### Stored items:
•••••
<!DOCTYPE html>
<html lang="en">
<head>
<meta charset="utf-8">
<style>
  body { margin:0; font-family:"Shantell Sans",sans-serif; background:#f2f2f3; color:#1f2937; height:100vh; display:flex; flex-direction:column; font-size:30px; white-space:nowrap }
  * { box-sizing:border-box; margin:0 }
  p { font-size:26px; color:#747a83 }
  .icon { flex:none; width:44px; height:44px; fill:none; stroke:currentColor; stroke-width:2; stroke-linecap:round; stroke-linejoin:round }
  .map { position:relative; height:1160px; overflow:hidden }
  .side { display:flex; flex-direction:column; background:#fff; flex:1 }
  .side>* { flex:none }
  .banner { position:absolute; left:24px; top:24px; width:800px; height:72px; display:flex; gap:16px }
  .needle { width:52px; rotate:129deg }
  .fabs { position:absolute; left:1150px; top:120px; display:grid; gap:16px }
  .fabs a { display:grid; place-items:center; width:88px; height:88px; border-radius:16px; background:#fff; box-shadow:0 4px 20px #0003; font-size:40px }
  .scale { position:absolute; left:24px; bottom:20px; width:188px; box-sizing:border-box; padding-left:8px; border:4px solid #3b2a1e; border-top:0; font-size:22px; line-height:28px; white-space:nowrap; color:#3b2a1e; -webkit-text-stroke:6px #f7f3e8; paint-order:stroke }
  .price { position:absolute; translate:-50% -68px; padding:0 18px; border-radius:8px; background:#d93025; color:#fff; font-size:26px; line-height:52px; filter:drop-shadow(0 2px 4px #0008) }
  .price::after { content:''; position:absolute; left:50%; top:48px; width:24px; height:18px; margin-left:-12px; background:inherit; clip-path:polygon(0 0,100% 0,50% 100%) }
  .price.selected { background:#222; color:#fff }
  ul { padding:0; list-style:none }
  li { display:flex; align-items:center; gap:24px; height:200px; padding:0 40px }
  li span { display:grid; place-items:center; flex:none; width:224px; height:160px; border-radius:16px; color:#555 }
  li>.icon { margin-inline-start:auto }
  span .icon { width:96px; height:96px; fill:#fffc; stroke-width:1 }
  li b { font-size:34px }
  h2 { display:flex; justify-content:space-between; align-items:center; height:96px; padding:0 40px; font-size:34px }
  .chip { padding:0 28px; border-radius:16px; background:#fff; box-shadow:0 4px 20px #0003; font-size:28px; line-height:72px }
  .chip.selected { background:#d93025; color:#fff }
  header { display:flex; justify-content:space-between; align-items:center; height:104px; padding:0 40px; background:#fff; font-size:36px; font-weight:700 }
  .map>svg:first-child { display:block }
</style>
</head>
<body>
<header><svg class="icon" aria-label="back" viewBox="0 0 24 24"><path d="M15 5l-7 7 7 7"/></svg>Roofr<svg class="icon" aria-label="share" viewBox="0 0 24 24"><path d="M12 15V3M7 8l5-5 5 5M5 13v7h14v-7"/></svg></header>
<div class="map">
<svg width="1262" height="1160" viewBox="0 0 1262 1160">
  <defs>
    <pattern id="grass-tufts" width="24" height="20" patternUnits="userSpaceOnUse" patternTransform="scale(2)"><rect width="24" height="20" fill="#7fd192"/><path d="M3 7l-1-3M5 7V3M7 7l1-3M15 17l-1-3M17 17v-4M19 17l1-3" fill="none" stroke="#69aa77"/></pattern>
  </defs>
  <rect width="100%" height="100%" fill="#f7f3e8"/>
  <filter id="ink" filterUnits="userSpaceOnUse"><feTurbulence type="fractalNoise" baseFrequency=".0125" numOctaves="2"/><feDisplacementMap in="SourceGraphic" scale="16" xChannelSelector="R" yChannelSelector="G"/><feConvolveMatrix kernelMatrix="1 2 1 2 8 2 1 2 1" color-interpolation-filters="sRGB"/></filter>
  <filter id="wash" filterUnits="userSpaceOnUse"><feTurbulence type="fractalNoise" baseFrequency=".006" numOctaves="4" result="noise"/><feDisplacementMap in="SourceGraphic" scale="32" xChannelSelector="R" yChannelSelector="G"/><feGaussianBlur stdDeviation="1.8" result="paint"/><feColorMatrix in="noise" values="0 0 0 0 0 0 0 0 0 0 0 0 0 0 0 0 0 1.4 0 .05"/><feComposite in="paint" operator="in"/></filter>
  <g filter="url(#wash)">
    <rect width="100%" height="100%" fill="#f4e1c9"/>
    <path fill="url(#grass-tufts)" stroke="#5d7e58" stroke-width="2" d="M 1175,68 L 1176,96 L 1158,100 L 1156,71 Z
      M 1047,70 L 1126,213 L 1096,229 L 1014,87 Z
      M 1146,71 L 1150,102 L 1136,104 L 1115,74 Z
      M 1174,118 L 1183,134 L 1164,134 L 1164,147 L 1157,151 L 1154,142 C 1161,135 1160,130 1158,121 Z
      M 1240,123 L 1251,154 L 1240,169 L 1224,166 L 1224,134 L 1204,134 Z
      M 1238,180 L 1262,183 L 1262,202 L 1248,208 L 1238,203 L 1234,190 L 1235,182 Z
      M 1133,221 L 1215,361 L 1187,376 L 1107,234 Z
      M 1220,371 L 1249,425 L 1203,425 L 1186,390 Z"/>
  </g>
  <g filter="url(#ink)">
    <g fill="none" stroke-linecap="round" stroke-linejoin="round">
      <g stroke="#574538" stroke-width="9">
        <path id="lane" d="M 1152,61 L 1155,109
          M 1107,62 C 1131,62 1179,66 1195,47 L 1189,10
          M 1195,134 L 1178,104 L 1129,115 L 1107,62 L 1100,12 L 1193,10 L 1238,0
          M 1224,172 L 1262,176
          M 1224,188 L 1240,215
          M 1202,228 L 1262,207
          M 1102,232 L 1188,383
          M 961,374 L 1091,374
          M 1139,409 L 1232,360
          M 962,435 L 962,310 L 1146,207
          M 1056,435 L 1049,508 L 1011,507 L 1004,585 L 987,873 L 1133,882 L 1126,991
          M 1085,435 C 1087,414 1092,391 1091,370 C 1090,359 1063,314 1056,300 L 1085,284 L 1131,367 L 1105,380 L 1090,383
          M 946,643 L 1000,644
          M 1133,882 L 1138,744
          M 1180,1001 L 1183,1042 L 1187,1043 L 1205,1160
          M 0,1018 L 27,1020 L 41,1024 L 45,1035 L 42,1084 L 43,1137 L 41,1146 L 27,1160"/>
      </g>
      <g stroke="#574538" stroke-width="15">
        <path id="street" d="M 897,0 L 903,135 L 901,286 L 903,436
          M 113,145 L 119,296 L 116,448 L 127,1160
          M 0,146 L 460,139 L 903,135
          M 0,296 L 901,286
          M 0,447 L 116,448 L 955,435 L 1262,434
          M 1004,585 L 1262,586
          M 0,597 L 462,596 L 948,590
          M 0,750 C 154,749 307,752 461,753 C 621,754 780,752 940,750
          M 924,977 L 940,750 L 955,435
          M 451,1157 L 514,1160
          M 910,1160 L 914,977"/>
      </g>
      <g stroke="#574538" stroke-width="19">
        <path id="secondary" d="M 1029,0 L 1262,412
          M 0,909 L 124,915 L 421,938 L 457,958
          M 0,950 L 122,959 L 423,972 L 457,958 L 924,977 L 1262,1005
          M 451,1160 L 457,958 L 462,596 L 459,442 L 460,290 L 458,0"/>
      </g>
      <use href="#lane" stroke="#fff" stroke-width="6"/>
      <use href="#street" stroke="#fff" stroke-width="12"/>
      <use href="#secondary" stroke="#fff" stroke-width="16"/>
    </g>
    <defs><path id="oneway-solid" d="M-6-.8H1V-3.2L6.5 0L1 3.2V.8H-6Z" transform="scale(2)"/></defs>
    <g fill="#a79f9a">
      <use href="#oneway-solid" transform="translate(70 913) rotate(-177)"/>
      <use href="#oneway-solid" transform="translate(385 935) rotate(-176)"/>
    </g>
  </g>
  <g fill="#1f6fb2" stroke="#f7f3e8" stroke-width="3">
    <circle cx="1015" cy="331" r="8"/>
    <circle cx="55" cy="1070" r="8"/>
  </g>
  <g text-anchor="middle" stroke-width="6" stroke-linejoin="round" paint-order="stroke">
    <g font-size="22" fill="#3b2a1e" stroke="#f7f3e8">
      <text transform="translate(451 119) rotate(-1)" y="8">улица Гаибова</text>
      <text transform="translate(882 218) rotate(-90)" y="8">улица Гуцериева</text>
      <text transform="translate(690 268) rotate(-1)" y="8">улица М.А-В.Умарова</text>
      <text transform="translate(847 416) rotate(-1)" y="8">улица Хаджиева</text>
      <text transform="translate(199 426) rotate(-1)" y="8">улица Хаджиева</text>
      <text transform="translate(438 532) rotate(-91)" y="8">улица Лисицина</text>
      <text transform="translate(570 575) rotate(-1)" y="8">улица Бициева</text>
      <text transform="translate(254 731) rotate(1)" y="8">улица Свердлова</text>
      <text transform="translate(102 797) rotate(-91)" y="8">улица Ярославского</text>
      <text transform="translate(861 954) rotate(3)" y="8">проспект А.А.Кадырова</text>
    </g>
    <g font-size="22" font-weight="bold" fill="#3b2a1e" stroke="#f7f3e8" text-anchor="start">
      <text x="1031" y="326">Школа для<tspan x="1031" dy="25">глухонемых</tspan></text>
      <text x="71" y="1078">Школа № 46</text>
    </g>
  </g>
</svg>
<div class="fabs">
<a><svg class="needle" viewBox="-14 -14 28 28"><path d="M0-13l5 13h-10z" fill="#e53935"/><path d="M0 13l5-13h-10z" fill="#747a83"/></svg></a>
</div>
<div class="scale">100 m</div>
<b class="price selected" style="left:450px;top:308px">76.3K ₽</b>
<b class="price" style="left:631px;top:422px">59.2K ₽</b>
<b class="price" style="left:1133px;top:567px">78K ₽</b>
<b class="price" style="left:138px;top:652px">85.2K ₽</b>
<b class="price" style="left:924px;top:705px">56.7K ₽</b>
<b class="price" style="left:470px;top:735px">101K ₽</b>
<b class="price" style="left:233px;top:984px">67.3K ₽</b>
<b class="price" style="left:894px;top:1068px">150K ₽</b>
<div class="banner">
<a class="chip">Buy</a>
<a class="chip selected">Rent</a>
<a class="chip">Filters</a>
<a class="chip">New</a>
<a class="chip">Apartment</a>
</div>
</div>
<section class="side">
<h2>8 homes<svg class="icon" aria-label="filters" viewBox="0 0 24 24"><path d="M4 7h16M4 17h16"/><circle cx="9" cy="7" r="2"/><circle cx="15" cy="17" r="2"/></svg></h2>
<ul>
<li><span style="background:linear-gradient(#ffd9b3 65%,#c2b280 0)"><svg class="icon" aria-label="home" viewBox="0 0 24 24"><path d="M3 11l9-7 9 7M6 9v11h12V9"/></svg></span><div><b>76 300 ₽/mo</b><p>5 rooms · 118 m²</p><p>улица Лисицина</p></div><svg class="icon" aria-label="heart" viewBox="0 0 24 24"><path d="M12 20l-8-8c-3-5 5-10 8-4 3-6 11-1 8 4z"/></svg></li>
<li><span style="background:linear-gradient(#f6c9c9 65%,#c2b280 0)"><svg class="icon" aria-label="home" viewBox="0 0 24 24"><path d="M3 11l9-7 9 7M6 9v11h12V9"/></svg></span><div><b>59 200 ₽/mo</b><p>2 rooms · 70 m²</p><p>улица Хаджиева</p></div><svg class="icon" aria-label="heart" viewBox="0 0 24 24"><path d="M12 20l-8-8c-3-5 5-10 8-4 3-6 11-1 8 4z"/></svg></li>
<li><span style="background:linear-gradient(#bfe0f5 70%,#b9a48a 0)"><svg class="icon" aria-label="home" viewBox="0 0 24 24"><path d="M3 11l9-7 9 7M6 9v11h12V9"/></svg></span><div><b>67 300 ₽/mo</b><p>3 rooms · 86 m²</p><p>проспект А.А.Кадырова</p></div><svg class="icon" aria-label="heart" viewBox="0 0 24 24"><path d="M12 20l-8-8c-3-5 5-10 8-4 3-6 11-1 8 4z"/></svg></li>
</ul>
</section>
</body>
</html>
•••••
### Task directions:
Check each line above for "linejoin" and return the ones that have it.

### Answer to this task:
  .icon { flex:none; width:44px; height:44px; fill:none; stroke:currentColor; stroke-width:2; stroke-linecap:round; stroke-linejoin:round }
    <g fill="none" stroke-linecap="round" stroke-linejoin="round">
  <g text-anchor="middle" stroke-width="6" stroke-linejoin="round" paint-order="stroke">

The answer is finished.